Das Personal führt sie durch einen privaten Eingang, vorbei am großen Speisesaal, in einen mit Samt drapierten VIP-Raum. Die Wände sind schallisoliert, der Tisch ist aus Obsidian geschnitzt und mit Silberfäden verziert. Warmes Licht flackert in Kristallleuchtern und taucht den Raum in einen sanften, intimen Schein.
Asdri nimmt Alix gegenüber Platz, während Draya schweigend und aufmerksam neben ihm sitzt. Pyke und Famir sitzen weiter unten am Tisch und nippen diskret an gekühlten Gläsern.
Die Unterhaltung beginnt locker und fließt mühelos bei Wein und delikaten Speisen – harmlose Themen wie Gerüchte am Hof, kleinere Scharmützel an fernen Grenzen, bevorstehende Feste und Klatsch aus der Handelswelt.

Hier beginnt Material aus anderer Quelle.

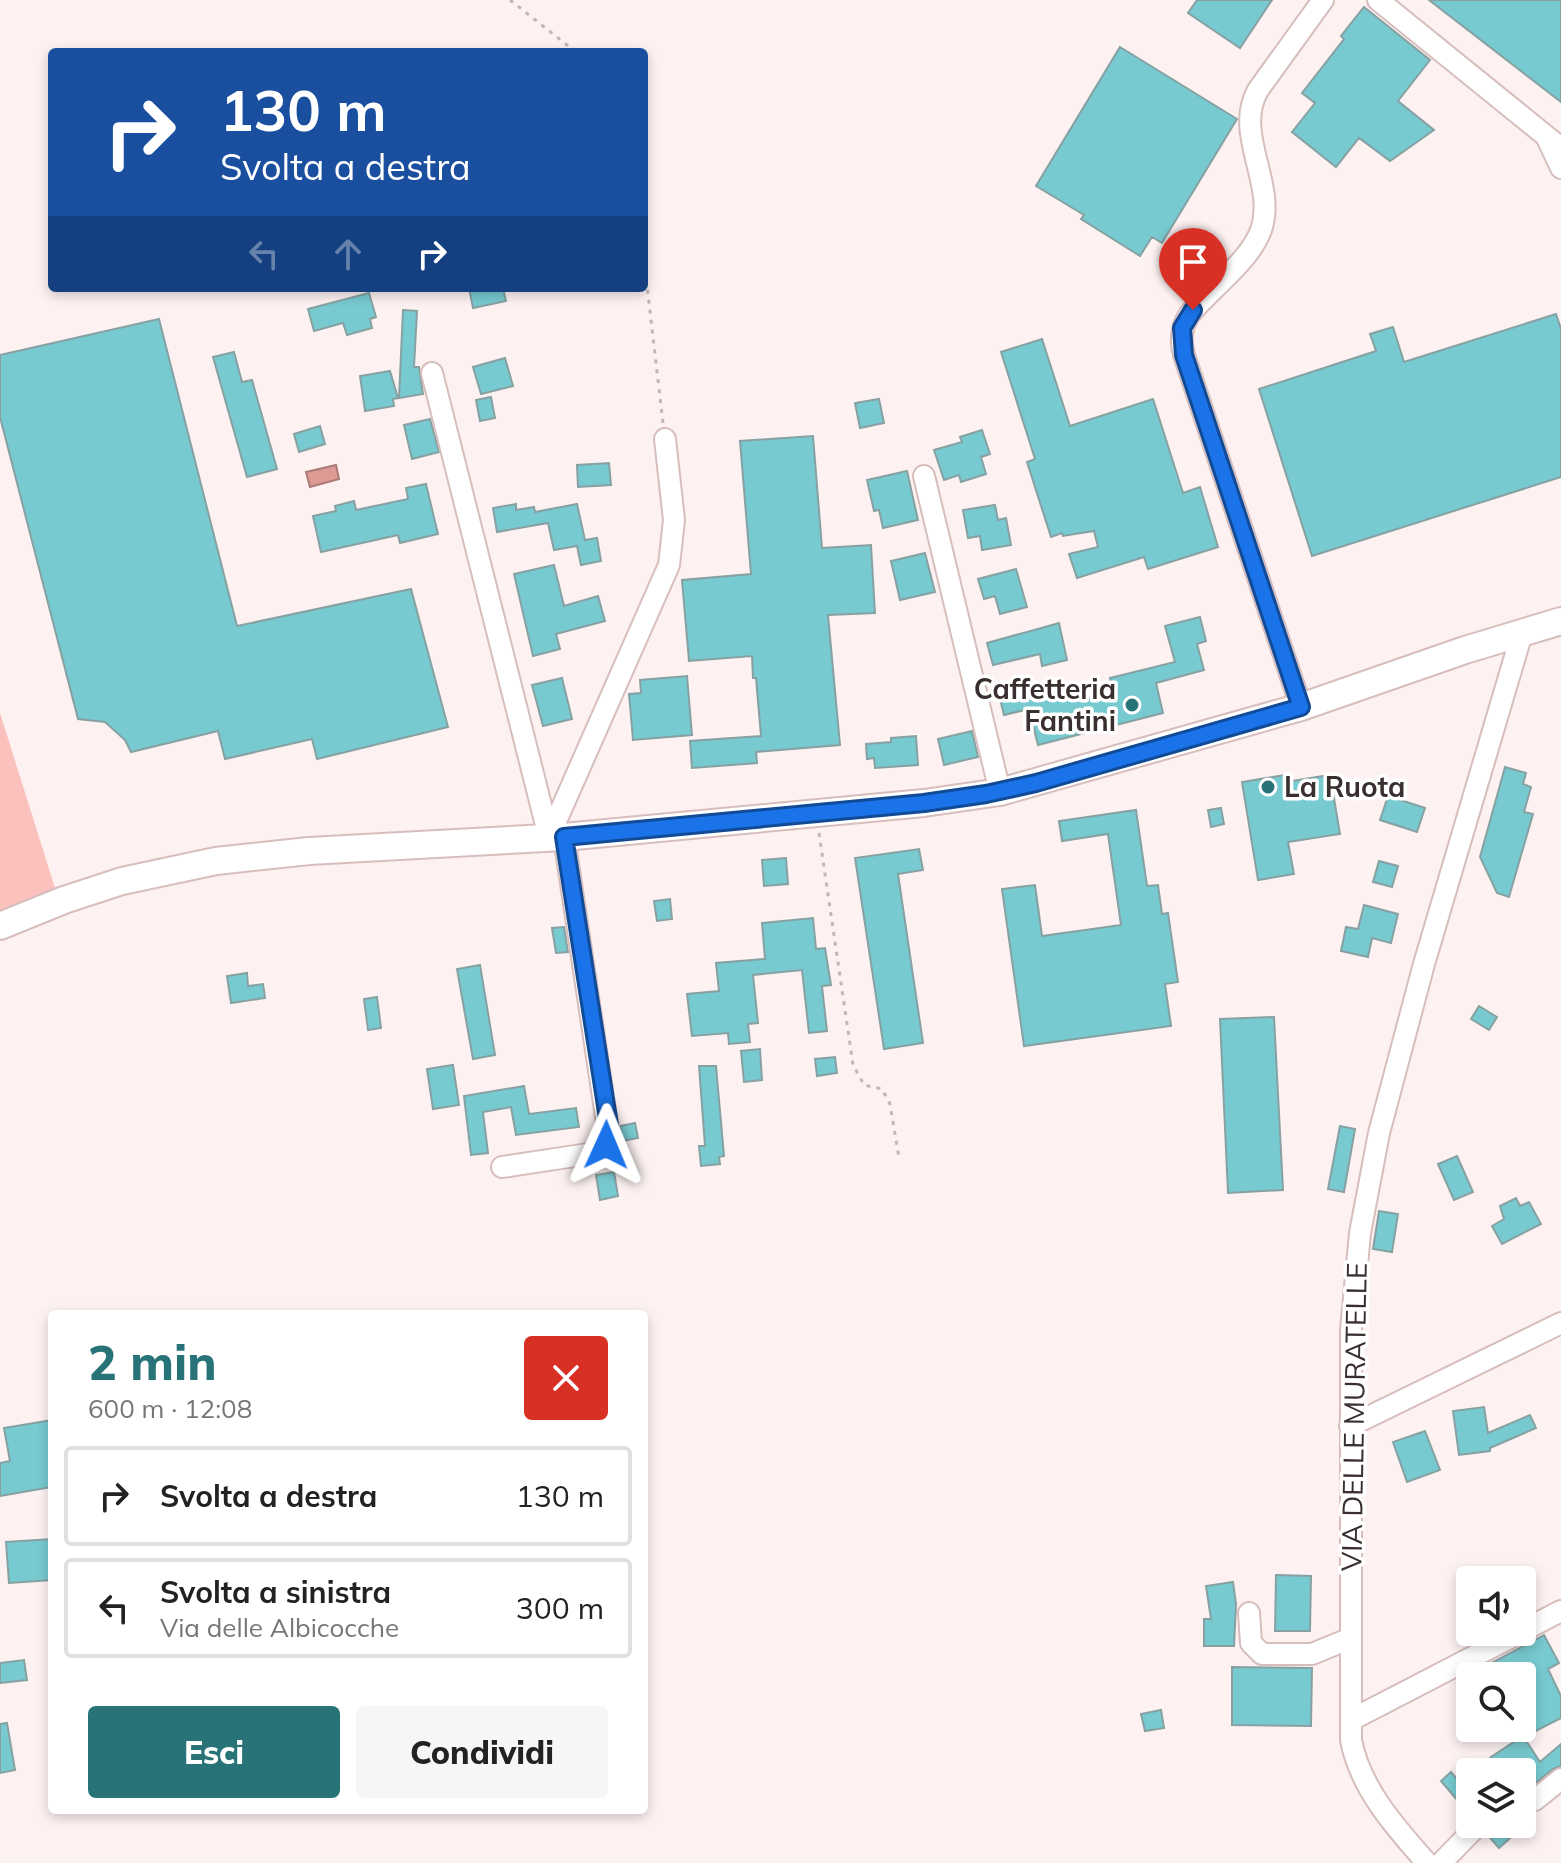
<!DOCTYPE html>
<html lang="it">
<head>
<meta charset="utf-8">
<style>
  :root { --surface:#fff; --page:#f6f6f6; --text:#222; --muted:#767676; --line:#e0e0e0; --accent:#287378 }
  body { margin:0; font-family:Mulish,sans-serif; background:var(--page); color:var(--text); height:100vh; display:flex; flex-direction:column; font-size:30px; white-space:nowrap }
  * { box-sizing:border-box; margin:0 }
  p { font-size:26px; color:var(--muted) }
  .icon { flex:none; width:44px; height:44px; fill:none; stroke:currentColor; stroke-width:2; stroke-linecap:round; stroke-linejoin:round }
  .map { position:relative; flex:1; overflow:hidden }
  .side { position:absolute; left:48px; top:1310px; width:600px; height:504px; display:flex; flex-direction:column; background:var(--surface); border-radius:8px; box-shadow:0 4px 12px #0003 }
  .side>* { flex:none }
  .hud { position:absolute; left:48px; top:48px; width:600px; height:244px; border-radius:8px; box-shadow:0 4px 12px #0003; background:#1a4fa0; color:#fff; overflow:hidden }
  .buttons { position:absolute; left:1456px; top:1566px; display:grid; gap:16px }
  .buttons a { display:grid; place-items:center; width:80px; height:80px; border-radius:8px; background:var(--surface); box-shadow:0 4px 12px #0003; font-size:40px }
  .pin { position:absolute; display:grid; place-items:center; width:68px; height:68px; color:#fff; margin:-82px -34px; border-radius:50% 50% 50% 0; rotate:-45deg; box-shadow:0 0 8px #0007 }
  .pin .icon { rotate:45deg }
  .me { position:absolute; width:88px; margin:-44px; rotate:1deg; stroke-linejoin:round; filter:drop-shadow(0 0 6px #0008) }
  .turn { display:flex; align-items:center; gap:28px; height:168px; padding:0 40px; font-size:36px }
  .turn .icon { width:104px; height:104px; stroke-width:2.5 }
  .turn b { display:block; font-size:56px; line-height:68px }
  .lanes { display:flex; align-items:center; height:76px; padding:0 40px; background:#0003; justify-content:center; gap:40px; direction:ltr }
  .lanes .off { opacity:.35 }
  .round { display:grid; place-items:center; flex:none; width:84px; height:84px; border-radius:8px; background:var(--page) }
  .overview { display:flex; align-items:center; justify-content:space-between; height:136px; padding:0 40px }
  h1 { font-size:48px; font-weight:800; line-height:60px; color:var(--accent) }
  .action { display:flex; gap:16px; margin-top:auto; padding:16px 40px }
  .action a { flex:1; height:92px; border-radius:8px; background:var(--accent); color:#fff; font-size:32px; font-weight:800; line-height:92px; text-align:center }
  .action a+a { background:var(--page); color:var(--text) }
  ul { padding:0; list-style:none }
  li { display:flex; align-items:center; gap:24px; height:100px; margin:0 16px 12px; padding:0 24px; border:4px solid var(--line); border-radius:8px }
  li div { flex:1 }
  li b { display:block; font-size:30px }
  li em { font-style:normal }
  .map>svg:first-child { display:block }
  .green { fill:#fbc1bd }
  .water { fill:#dd9a95; stroke:#ac7a76; stroke-width:2 }
  .building { fill:#77cad0; stroke:#87a1a3; stroke-width:2 }
  .lines { fill:none; stroke-linecap:round; stroke-linejoin:round }
  .minor-casing { stroke:#d7bebc; stroke-width:24 }
  .major-casing { stroke:#d7bebc; stroke-width:30 }
  .path { stroke:#c2b7b6; stroke-width:3; stroke-dasharray:4 6; stroke-linecap:butt }
  .minor { stroke:#fff; stroke-width:20 }
  .major { stroke:#fff; stroke-width:26 }
  .route-casing { stroke:#114b97; stroke-width:20 }
  .route { stroke:#1a73e8; stroke-width:14 }
  .poi-dot { fill:#287378; stroke:#fff; stroke-width:3 }
  .labels { text-anchor:middle; stroke-width:7; stroke-linejoin:round; paint-order:stroke }
  .poi-label { font-size:28px; font-weight:bold; fill:#392f2e; stroke:#fff; text-anchor:end }
  .street-label { font-size:28px; fill:#392f2e; stroke:#fff }
</style>
</head>
<body>
<div class="map">
<svg width="1561" height="1863" viewBox="0 0 1561 1863">
  <rect width="100%" height="100%" fill="#fdf2f1"/>
  <path class="green" d="M 0,713 L 55,888 L 0,913 Z"/>
  <path class="water" d="M 336,465 L 339,479 L 310,487 L 306,472 Z"/>
  <path class="building" d="M 1197,0 L 1272,0 L 1240,48 L 1188,13 Z
    M 1429,0 L 1561,0 L 1561,102 Z
    M 1364,7 L 1430,60 L 1398,101 L 1434,130 L 1390,161 L 1359,138 L 1336,167 L 1292,132 L 1315,103 L 1302,93 L 1344,39 L 1341,36 Z
    M 1120,47 L 1237,119 L 1162,243 L 1152,237 L 1140,256 L 1081,219 L 1084,215 L 1036,186 Z
    M 469,288 L 503,288 L 506,301 L 473,308 Z
    M 369,293 L 376,317 L 370,319 L 372,328 L 347,335 L 343,323 L 314,331 L 308,309 Z
    M 403,310 L 417,311 L 414,367 L 419,367 L 423,394 L 399,398 Z
    M 1556,314 L 1561,329 L 1561,477 L 1312,556 L 1259,389 L 1376,351 L 1370,334 L 1393,327 L 1404,362 Z
    M 159,319 L 237,626 L 411,589 L 448,727 L 317,759 L 312,739 L 225,759 L 218,731 L 131,752 L 125,740 L 105,722 L 78,719 L 0,417 L 0,355 Z
    M 1042,339 L 1070,426 L 1153,399 L 1183,493 L 1200,487 L 1218,547 L 1148,569 L 1144,557 L 1077,578 L 1069,554 L 1098,547 L 1094,531 L 1063,536 L 1062,533 L 1051,537 L 1027,462 L 1035,459 L 1001,352 Z
    M 234,352 L 242,382 L 252,380 L 277,469 L 247,477 L 213,357 Z
    M 505,358 L 513,386 L 481,394 L 473,367 Z
    M 390,371 L 398,398 L 393,399 L 394,406 L 365,411 L 360,376 Z
    M 491,397 L 495,418 L 480,421 L 476,400 Z
    M 879,399 L 884,423 L 860,428 L 855,403 Z
    M 430,419 L 439,452 L 412,459 L 404,425 Z
    M 320,426 L 325,444 L 299,452 L 294,434 Z
    M 982,430 L 990,454 L 981,457 L 986,474 L 961,482 L 959,475 L 944,480 L 934,450 L 962,442 L 960,437 Z
    M 813,436 L 822,548 L 871,545 L 875,613 L 828,615 L 840,745 L 756,752 L 757,763 L 692,768 L 690,741 L 761,736 L 756,678 L 753,678 L 752,656 L 689,661 L 682,580 L 751,574 L 740,441 Z
    M 609,463 L 611,485 L 578,487 L 577,465 Z
    M 907,471 L 918,520 L 883,528 L 879,510 L 874,511 L 867,480 Z
    M 426,484 L 438,534 L 400,543 L 398,535 L 321,552 L 313,516 L 336,511 L 335,506 L 354,501 L 356,510 L 408,499 L 406,488 Z
    M 516,504 L 516,510 L 534,507 L 535,512 L 577,504 L 585,540 L 597,538 L 601,561 L 581,565 L 577,546 L 554,550 L 548,523 L 497,532 L 493,508 Z
    M 995,505 L 998,520 L 1006,518 L 1011,545 L 982,550 L 980,536 L 968,538 L 963,510 Z
    M 925,553 L 935,592 L 900,600 L 891,561 Z
    M 554,565 L 564,606 L 598,596 L 605,621 L 556,634 L 560,649 L 533,656 L 514,574 Z
    M 1016,569 L 1027,607 L 1000,614 L 995,596 L 984,599 L 978,579 Z
    M 1200,617 L 1206,641 L 1197,644 L 1204,670 L 1156,683 L 1163,713 L 1038,745 L 1029,709 L 1004,715 L 999,695 L 1041,684 L 1045,697 L 1075,690 L 1076,697 L 1088,694 L 1089,700 L 1113,694 L 1110,678 L 1175,662 L 1165,626 Z
    M 1059,623 L 1067,660 L 1042,666 L 1040,654 L 993,665 L 987,643 Z
    M 687,676 L 692,735 L 633,740 L 629,694 L 641,693 L 640,680 Z
    M 562,678 L 572,719 L 543,726 L 532,685 Z
    M 972,731 L 978,757 L 944,765 L 938,739 Z
    M 916,736 L 918,765 L 875,768 L 874,758 L 867,759 L 866,744 L 891,742 L 891,738 Z
    M 1505,767 L 1526,773 L 1523,784 L 1531,787 L 1524,812 L 1533,814 L 1509,897 L 1497,893 L 1480,857 Z
    M 1285,775 L 1286,782 L 1330,775 L 1340,834 L 1288,842 L 1294,874 L 1258,880 L 1242,782 Z
    M 1388,796 L 1425,808 L 1417,832 L 1380,820 Z
    M 1221,808 L 1224,824 L 1211,827 L 1208,810 Z
    M 1136,810 L 1147,886 L 1158,885 L 1162,914 L 1168,913 L 1178,982 L 1165,984 L 1171,1026 L 1024,1046 L 1002,889 L 1035,885 L 1042,936 L 1121,925 L 1108,834 L 1062,841 L 1059,821 Z
    M 919,849 L 923,870 L 898,874 L 923,1043 L 884,1049 L 855,858 Z
    M 786,858 L 788,884 L 764,886 L 762,860 Z
    M 1379,861 L 1398,866 L 1392,887 L 1373,882 Z
    M 670,899 L 672,919 L 657,921 L 654,901 Z
    M 1364,905 L 1398,914 L 1391,943 L 1372,938 L 1368,957 L 1341,951 L 1346,927 L 1358,929 Z
    M 813,918 L 816,949 L 825,948 L 831,985 L 822,986 L 827,1031 L 809,1033 L 802,970 L 753,975 L 758,1023 L 748,1024 L 750,1042 L 729,1044 L 728,1033 L 692,1036 L 687,994 L 719,991 L 716,963 L 765,959 L 762,923 Z
    M 564,927 L 568,952 L 556,953 L 552,928 Z
    M 480,965 L 495,1055 L 473,1059 L 457,969 Z
    M 247,973 L 248,986 L 263,984 L 265,998 L 231,1003 L 227,976 Z
    M 377,997 L 381,1028 L 368,1030 L 364,999 Z
    M 1479,1006 L 1497,1017 L 1489,1030 L 1471,1019 Z
    M 1274,1017 L 1283,1190 L 1228,1193 L 1220,1019 Z
    M 760,1049 L 762,1080 L 744,1082 L 741,1051 Z
    M 835,1057 L 837,1073 L 817,1076 L 815,1059 Z
    M 453,1065 L 459,1105 L 433,1109 L 427,1069 Z
    M 699,1066 L 716,1066 L 724,1156 L 719,1157 L 720,1164 L 701,1166 L 699,1146 L 705,1146 Z
    M 524,1086 L 529,1114 L 576,1108 L 579,1127 L 516,1135 L 511,1107 L 483,1112 L 488,1153 L 471,1155 L 464,1096 Z
    M 635,1123 L 638,1138 L 622,1141 L 620,1126 Z
    M 1340,1126 L 1355,1129 L 1344,1192 L 1328,1189 Z
    M 1457,1156 L 1473,1192 L 1454,1200 L 1438,1164 Z
    M 614,1172 L 618,1196 L 600,1200 L 596,1175 Z
    M 1516,1198 L 1520,1206 L 1529,1202 L 1541,1224 L 1502,1244 L 1492,1226 L 1504,1219 L 1500,1206 Z
    M 1379,1211 L 1398,1214 L 1392,1252 L 1373,1249 Z
    M 1484,1407 L 1488,1433 L 1530,1415 L 1536,1428 L 1490,1448 L 1490,1451 L 1459,1455 L 1453,1411 Z
    M 52,1420 L 52,1487 L 0,1496 L 0,1463 L 10,1461 L 4,1428 Z
    M 1425,1431 L 1440,1470 L 1407,1482 L 1393,1442 Z
    M 52,1539 L 52,1580 L 9,1583 L 6,1542 Z
    M 1276,1575 L 1311,1576 L 1310,1631 L 1275,1631 Z
    M 1233,1582 L 1236,1604 L 1234,1646 L 1204,1646 L 1204,1619 L 1211,1619 L 1206,1586 Z
    M 1544,1635 L 1559,1663 L 1548,1669 L 1561,1696 L 1561,1718 L 1530,1734 L 1522,1719 L 1522,1676 L 1492,1676 L 1486,1666 Z
    M 24,1660 L 27,1680 L 0,1683 L 0,1663 Z
    M 1232,1667 L 1312,1668 L 1311,1726 L 1232,1725 Z
    M 1161,1710 L 1164,1728 L 1145,1731 L 1141,1714 Z
    M 7,1723 L 15,1770 L 0,1773 L 0,1724 Z
    M 1523,1736 L 1540,1762 L 1561,1744 L 1561,1766 L 1553,1769 L 1532,1786 L 1522,1776 L 1522,1772 L 1476,1772 L 1491,1757 Z
    M 1451,1772 L 1462,1785 L 1470,1778 L 1470,1815 L 1441,1781 Z
    M 1492,1824 L 1526,1824 L 1499,1848 L 1487,1834 Z"/>
  <g class="lines">
    <g class="minor-casing">
      <path id="minor" d="M 1378,0 L 1546,136
        M 1561,148 L 1546,136 L 1561,168
        M 432,373 L 549,837
        M 924,476 L 1000,792
        M 1301,707 L 1184,355 C 1180,340 1181,328 1189,315 C 1210,289 1250,261 1261,230 C 1277,184 1233,134 1258,90 L 1323,0
        M 549,837 L 669,565 L 674,520 L 665,439
        M 502,1167 L 588,1154 L 603,1148 L 609,1137 L 564,837
        M 1350,1426 L 1561,1323
        M 1249,1613 L 1251,1643 L 1262,1654 L 1312,1654 L 1351,1638
        M 1522,1631 L 1561,1611
        M 1351,1720 L 1521,1632
        M 1522,1797 L 1535,1800 L 1561,1779
        M 1427,1863 C 1395,1827 1360,1788 1351,1740 L 1351,1330 L 1360,1233 L 1379,1133 L 1424,964 L 1522,633
        M 1441,1863 L 1479,1824"/>
    </g>
    <g class="major-casing">
      <path id="major" d="M 0,926 L 64,900 L 122,881 L 216,861 L 309,851 L 564,837 L 924,803 L 1000,792 L 1301,707 L 1465,650 L 1561,621"/>
    </g>
    <path class="path" d="M 510,0 L 576,52
      M 644,260 L 663,423
      M 819,833 L 853,1065 L 864,1085 L 882,1089 L 890,1104 L 899,1158"/>
    <use href="#minor" class="minor"/>
    <use href="#major" class="major"/>
  </g>
  <g class="lines">
    <g class="route-casing">
      <path id="route" d="M 606,1145 L 609,1137 L 609,1125 L 564,837 L 924,803 L 986,794 L 1036,783 L 1301,707 L 1184,355 L 1182,328 L 1193,310"/>
    </g>
    <use href="#route" class="route"/>
  </g>
  <g class="poi-dot">
    <circle cx="1132" cy="705" r="8"/>
    <circle cx="1268" cy="787" r="8"/>
  </g>
  <g class="labels">
    <g class="poi-label">
      <text x="1116" y="699">Caffetteria<tspan x="1116" dy="32">Fantini</tspan></text>
      <text x="1284" y="797" text-anchor="start">La Ruota</text>
    </g>
    <g class="street-label">
      <text transform="translate(1354 1417) rotate(-89)" y="10">VIA DELLE MURATELLE</text>
    </g>
  </g>
</svg>
<div class="buttons">
<a><svg class="icon" aria-label="sound" viewBox="0 0 24 24"><path d="M4 9h4l5-4v14l-5-4H4zM17 9q2 3 0 6"/></svg></a>
<a><svg class="icon" aria-label="search" viewBox="0 0 24 24"><circle cx="10" cy="10" r="6"/><path d="M15 15l6 6"/></svg></a>
<a><svg class="icon" aria-label="layers" viewBox="0 0 24 24"><path d="M12 4l9 5-9 5-9-5zM3 14l9 5 9-5"/></svg></a>
</div>
<div class="pin" style="left:1193px;top:310px;background:#d93025"><svg class="icon" aria-label="arrive" viewBox="0 0 24 24"><path d="M6 21V4h12l-3 4 3 4H6"/></svg></div>
<svg class="me" style="left:606px;top:1145px" viewBox="-20 -20 40 40"><path d="M0-17L14 15 0 8-14 15z" fill="#1a73e8" stroke="#fff" stroke-width="4"/></svg>
<div class="hud">
<div class="turn"><svg class="icon" aria-label="right" viewBox="0 0 24 24"><path d="M7 20v-9h11M14 6l5 5-5 5"/></svg><div><b>130 m</b>Svolta a destra</div></div>
<div class="lanes"><svg class="icon off" aria-label="left" viewBox="0 0 24 24"><path d="M17 20v-9H6M10 6l-5 5 5 5"/></svg><svg class="icon off" aria-label="ahead" viewBox="0 0 24 24"><path d="M12 20V5M6 11l6-6 6 6"/></svg><svg class="icon" aria-label="right" viewBox="0 0 24 24"><path d="M7 20v-9h11M14 6l5 5-5 5"/></svg></div>
</div>
<section class="side">
<div class="overview"><div><h1>2 min</h1><p>600 m · 12:08</p></div><a class="round" style="background:#d93025;color:#fff"><svg class="icon" aria-label="close" viewBox="0 0 24 24"><path d="M6 6l12 12M18 6L6 18"/></svg></a></div>
<ul>
<li><svg class="icon" aria-label="right" viewBox="0 0 24 24"><path d="M7 20v-9h11M14 6l5 5-5 5"/></svg><div><b>Svolta a destra</b></div><em>130 m</em></li>
<li><svg class="icon" aria-label="left" viewBox="0 0 24 24"><path d="M17 20v-9H6M10 6l-5 5 5 5"/></svg><div><b>Svolta a sinistra</b><p>Via delle Albicocche</p></div><em>300 m</em></li>
</ul>
<div class="action"><a>Esci</a><a>Condividi</a></div>
</section>
</div>
</body>
</html>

Alix antwortet mit geübter Leichtigkeit und sagt viel, ohne wirklich etwas zu sagen. Er hört mehr zu als er redet, doch jedes Wort, das er wählt, verleiht der Atmosphäre eine subtile Schwere. Asdri redet frei, aber seine Augen sind stets aufmerksam, sie messen und versuchen, den Mann vor ihm einzuschätzen.
Schließlich werden die Teller abgeräumt und das Dessert serviert – zarte Schichten aus Zitronencreme und honigsüßem Gebäck.
Asdri legt seine Gabel hin, lehnt sich leicht zurück und faltet die Hände. Seine Stimme wird ein bisschen leiser.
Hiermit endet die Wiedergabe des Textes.